She laughed, and the sound melted into a sigh as his mouth found hers again. He kissed her slowly, thoroughly, as though they had never done this before and he intended to memorize every second of it.

His fingers found the tie of her nightgown and loosened it. The fabric parted, and he drew it from her shoulders. His mouth followed the path of the silk, pressing kisses to her collarbone, the swell of her chest, and the soft skin between her breasts.

Lily’s fingers moved to his shirt. She pulled it over his head and traced the lines of his chest, his stomach, and the ridge of muscle above his hip. Her touch was familiar and unhurried, the touch of a woman who knew this body as well as her own and still found it worth exploring.

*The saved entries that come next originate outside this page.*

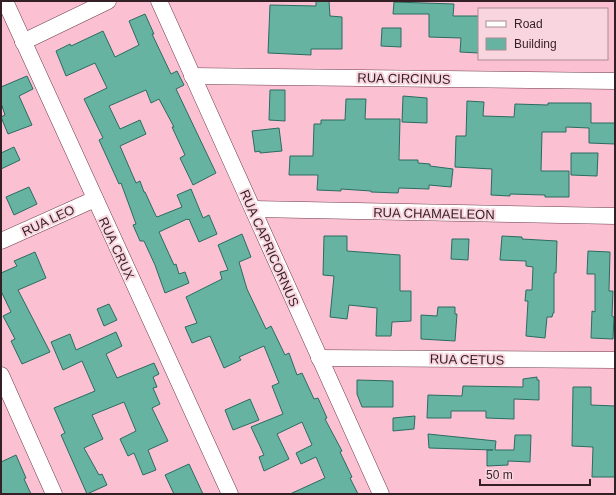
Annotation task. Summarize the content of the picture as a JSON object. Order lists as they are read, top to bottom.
{
  "streets": {
    "street": [
      "RUA CIRCINUS",
      "RUA CHAMAELEON",
      "RUA LEO",
      "RUA CRUX",
      "RUA CAPRICORNUS",
      "RUA CETUS"
    ]
  },
  "crossings": [
    ["RUA CIRCINUS", "RUA CAPRICORNUS"],
    ["RUA CHAMAELEON", "RUA CAPRICORNUS"],
    ["RUA LEO", "RUA CRUX"],
    ["RUA CAPRICORNUS", "RUA CETUS"]
  ],
  "legend": ["Road", "Building"],
  "scale_bar": "50 m"
}
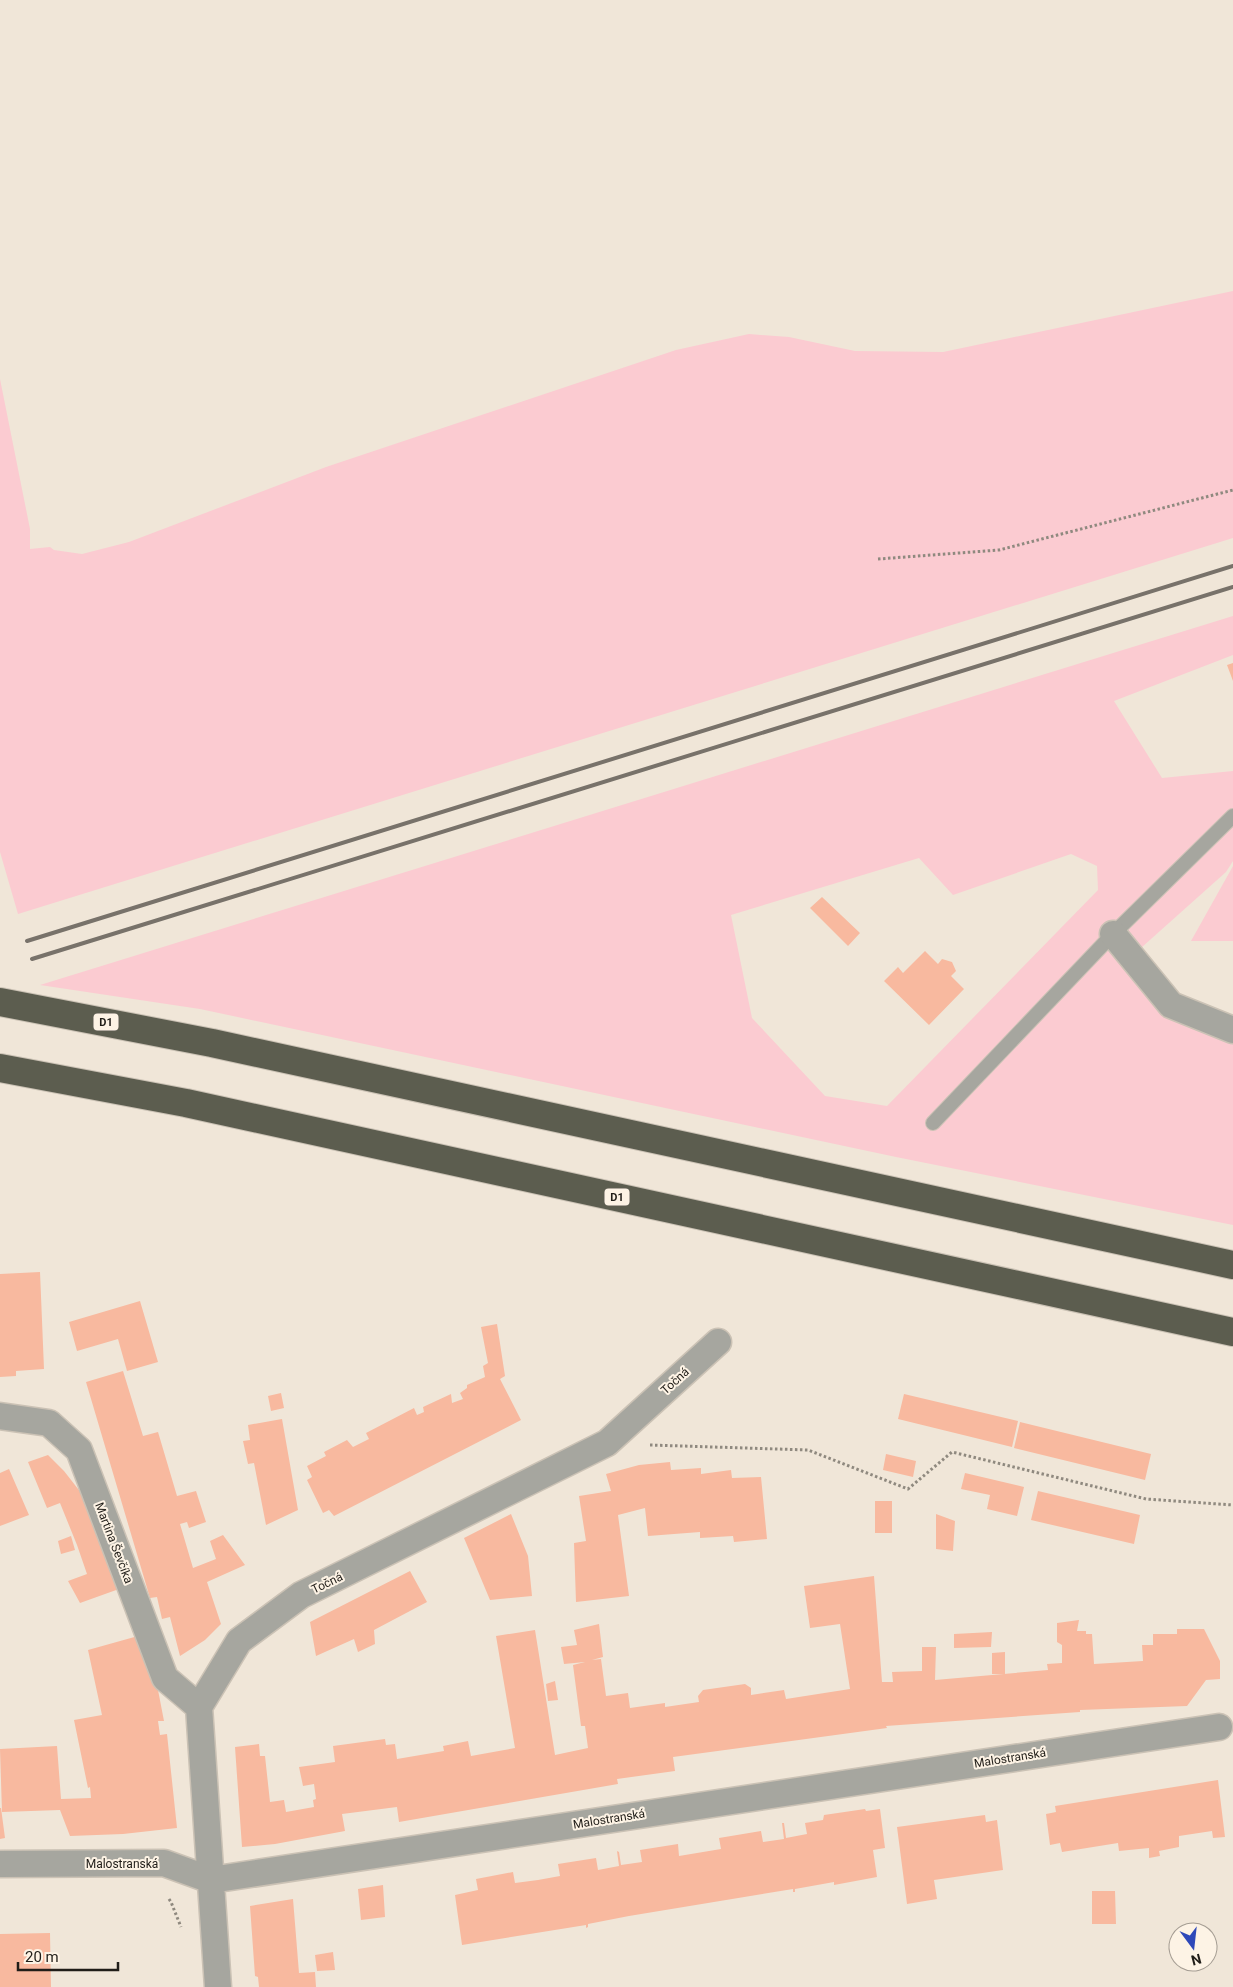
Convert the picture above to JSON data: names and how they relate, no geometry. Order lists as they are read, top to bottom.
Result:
{
  "streets": {
    "highway": ["D1"],
    "street": ["Točná", "Martina Ševčíka", "Malostranská"]
  },
  "crossings": [
    ["Točná", "Martina Ševčíka"]
  ],
  "scale_bar": "20 m",
  "north": "bottom"
}
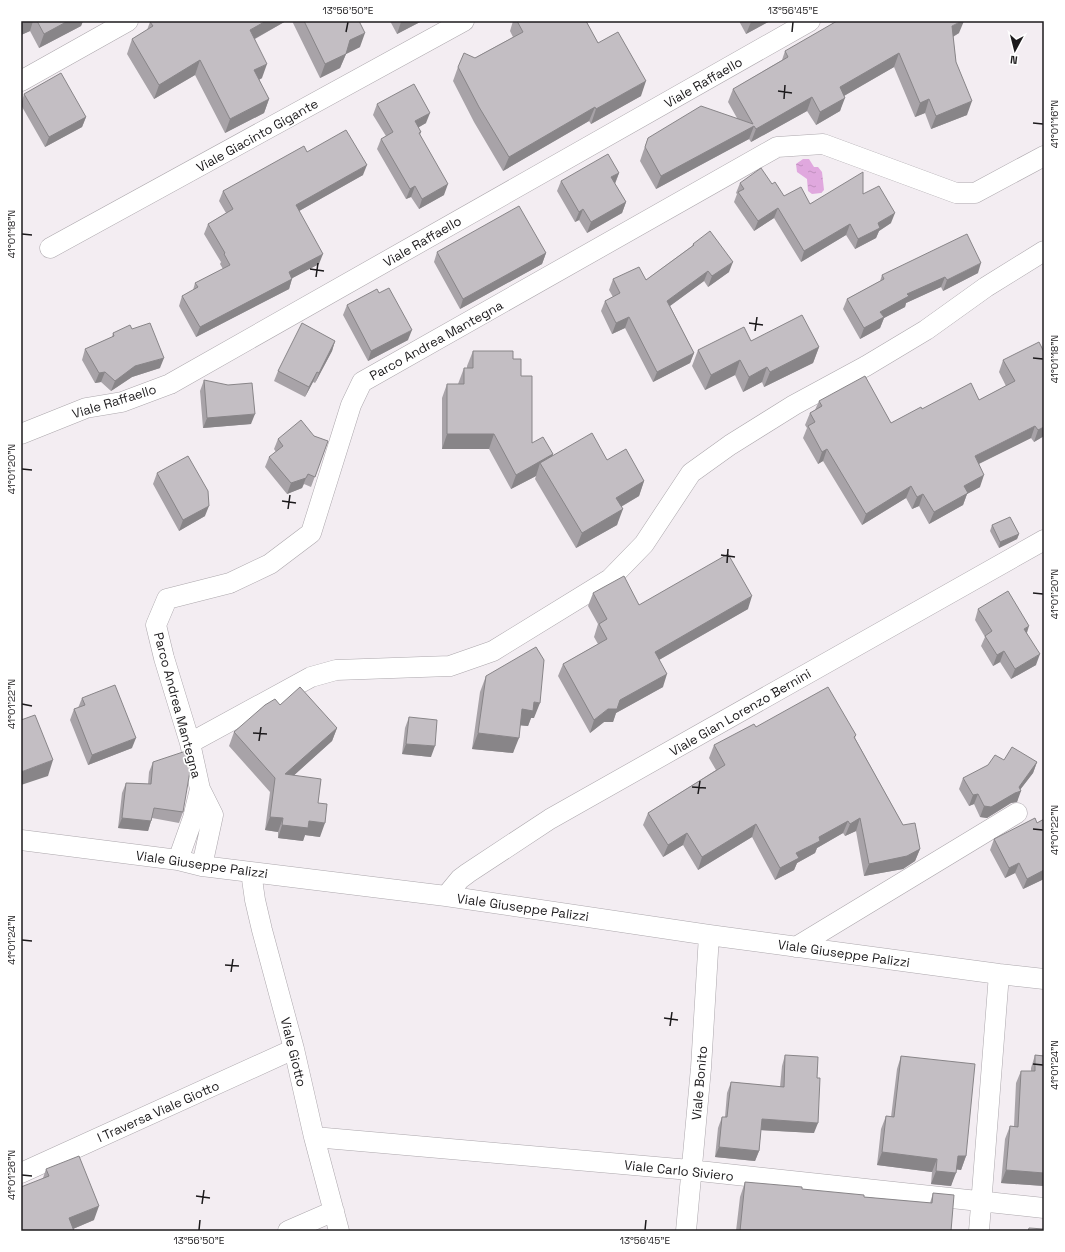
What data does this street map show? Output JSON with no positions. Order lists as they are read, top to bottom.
{
  "streets": {
    "street": [
      "Viale Raffaello",
      "Viale Giacinto Gigante",
      "Parco Andrea Mantegna",
      "Viale Gian Lorenzo Bernini",
      "Viale Giuseppe Palizzi",
      "Viale Giotto",
      "Viale Bonito",
      "I Traversa Viale Giotto",
      "Viale Carlo Siviero"
    ]
  },
  "crossings": [
    ["Parco Andrea Mantegna", "Viale Giuseppe Palizzi"],
    ["Viale Gian Lorenzo Bernini", "Viale Giuseppe Palizzi"],
    ["Viale Giuseppe Palizzi", "Viale Giotto"],
    ["Viale Giuseppe Palizzi", "Viale Bonito"],
    ["Viale Giotto", "I Traversa Viale Giotto"],
    ["Viale Giotto", "Viale Carlo Siviero"],
    ["Viale Bonito", "Viale Carlo Siviero"]
  ],
  "north": "bottom",
  "coordinates": [
    "13°56'50\"E",
    "13°56'45\"E",
    "41°01'16\"N",
    "41°01'18\"N",
    "41°01'20\"N",
    "41°01'22\"N",
    "41°01'24\"N",
    "41°01'26\"N"
  ]
}
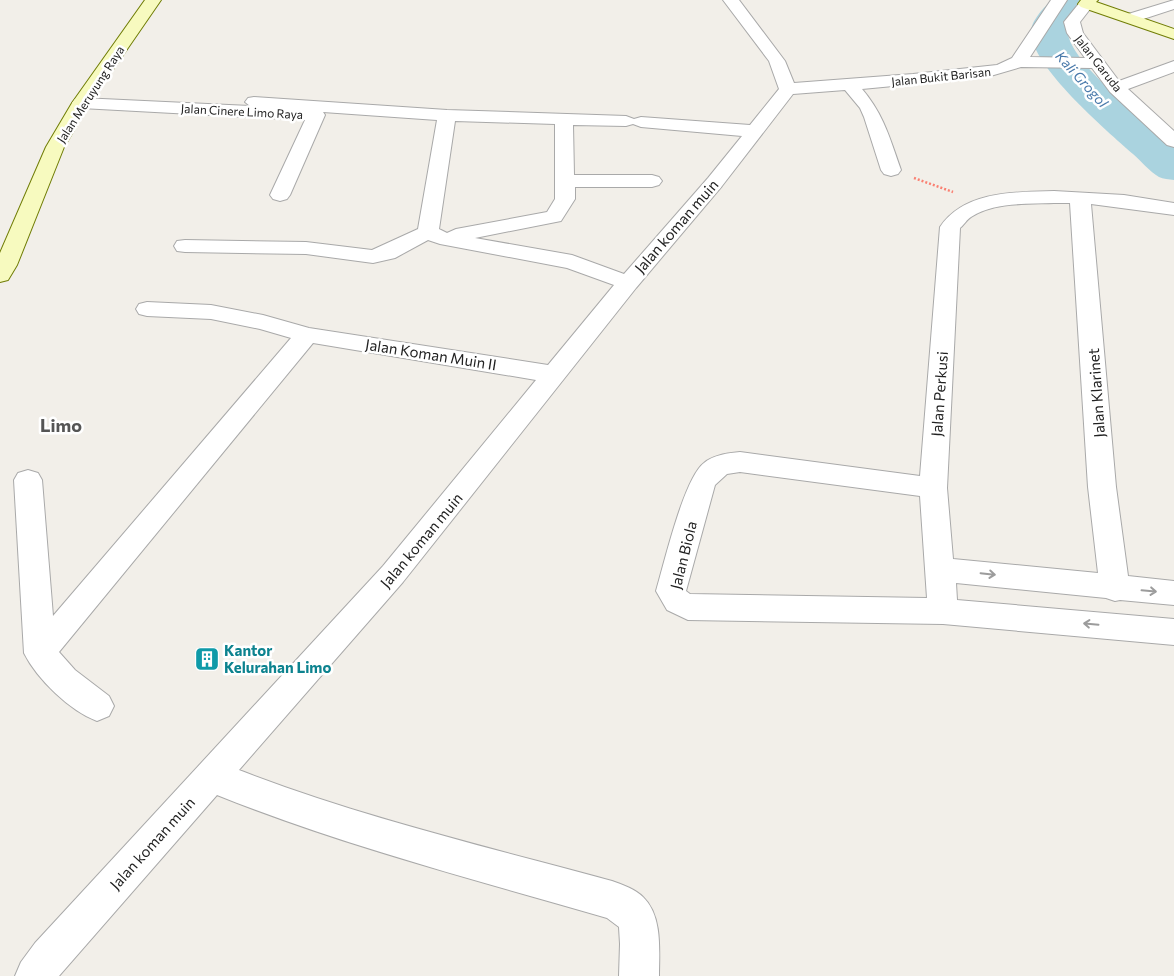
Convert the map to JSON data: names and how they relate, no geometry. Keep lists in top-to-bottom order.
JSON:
{
  "streets": {
    "main road": ["Jalan Meruyung Raya"],
    "street": [
      "Jalan Garuda",
      "Jalan Bukit Barisan",
      "Jalan Cinere Limo Raya",
      "Jalan koman muin",
      "Jalan Koman Muin II",
      "Jalan Klarinet",
      "Jalan Perkusi",
      "Jalan Biola"
    ]
  },
  "crossings": [
    ["Jalan Garuda", "Jalan Bukit Barisan"],
    ["Jalan Bukit Barisan", "Jalan koman muin"],
    ["Jalan Meruyung Raya", "Jalan Cinere Limo Raya"],
    ["Jalan koman muin", "Jalan Koman Muin II"],
    ["Jalan Perkusi", "Jalan Biola"]
  ],
  "districts": ["Limo"],
  "water": ["Kali Grogol"],
  "places": {
    "building": ["Kantor Kelurahan Limo"]
  }
}
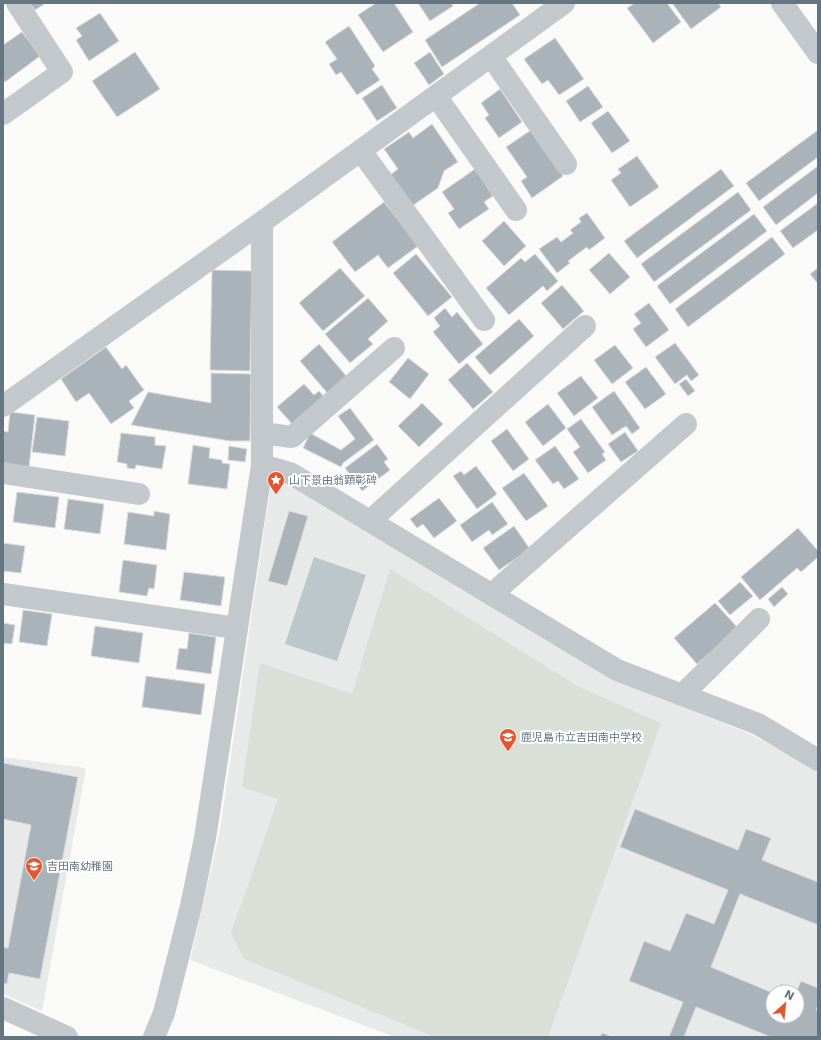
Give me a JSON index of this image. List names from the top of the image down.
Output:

Hugo lowered his mouth to her stomach.

The curve was small, barely visible, the earliest architecture of a life they had made together. He pressed his lips against it and held them there. The warmth of her skin and the knowledge of what grew beneath it filled his chest with something so vast he could not speak for a moment.

“Hello,” he whispered against her belly. “I am your father. I am terrified of you already.”

Lily’s fingers threaded into his hair. She felt the warmth of his breath against her skin and the tremor in his voice and reverence in the way his hand cradled the curve, his palm spread wide, his thumb tracing a slow arc.

“You are going to be so loved,” he murmured.

His lips brushed her skin with each word.

“Your mother is the bravest person I have ever known, and she will teach you to argue with everything and to hold a bow and to jump into lakes. And I will teach you that it is all right to be afraid, so long as you do not let the fear decide what course your life will take.”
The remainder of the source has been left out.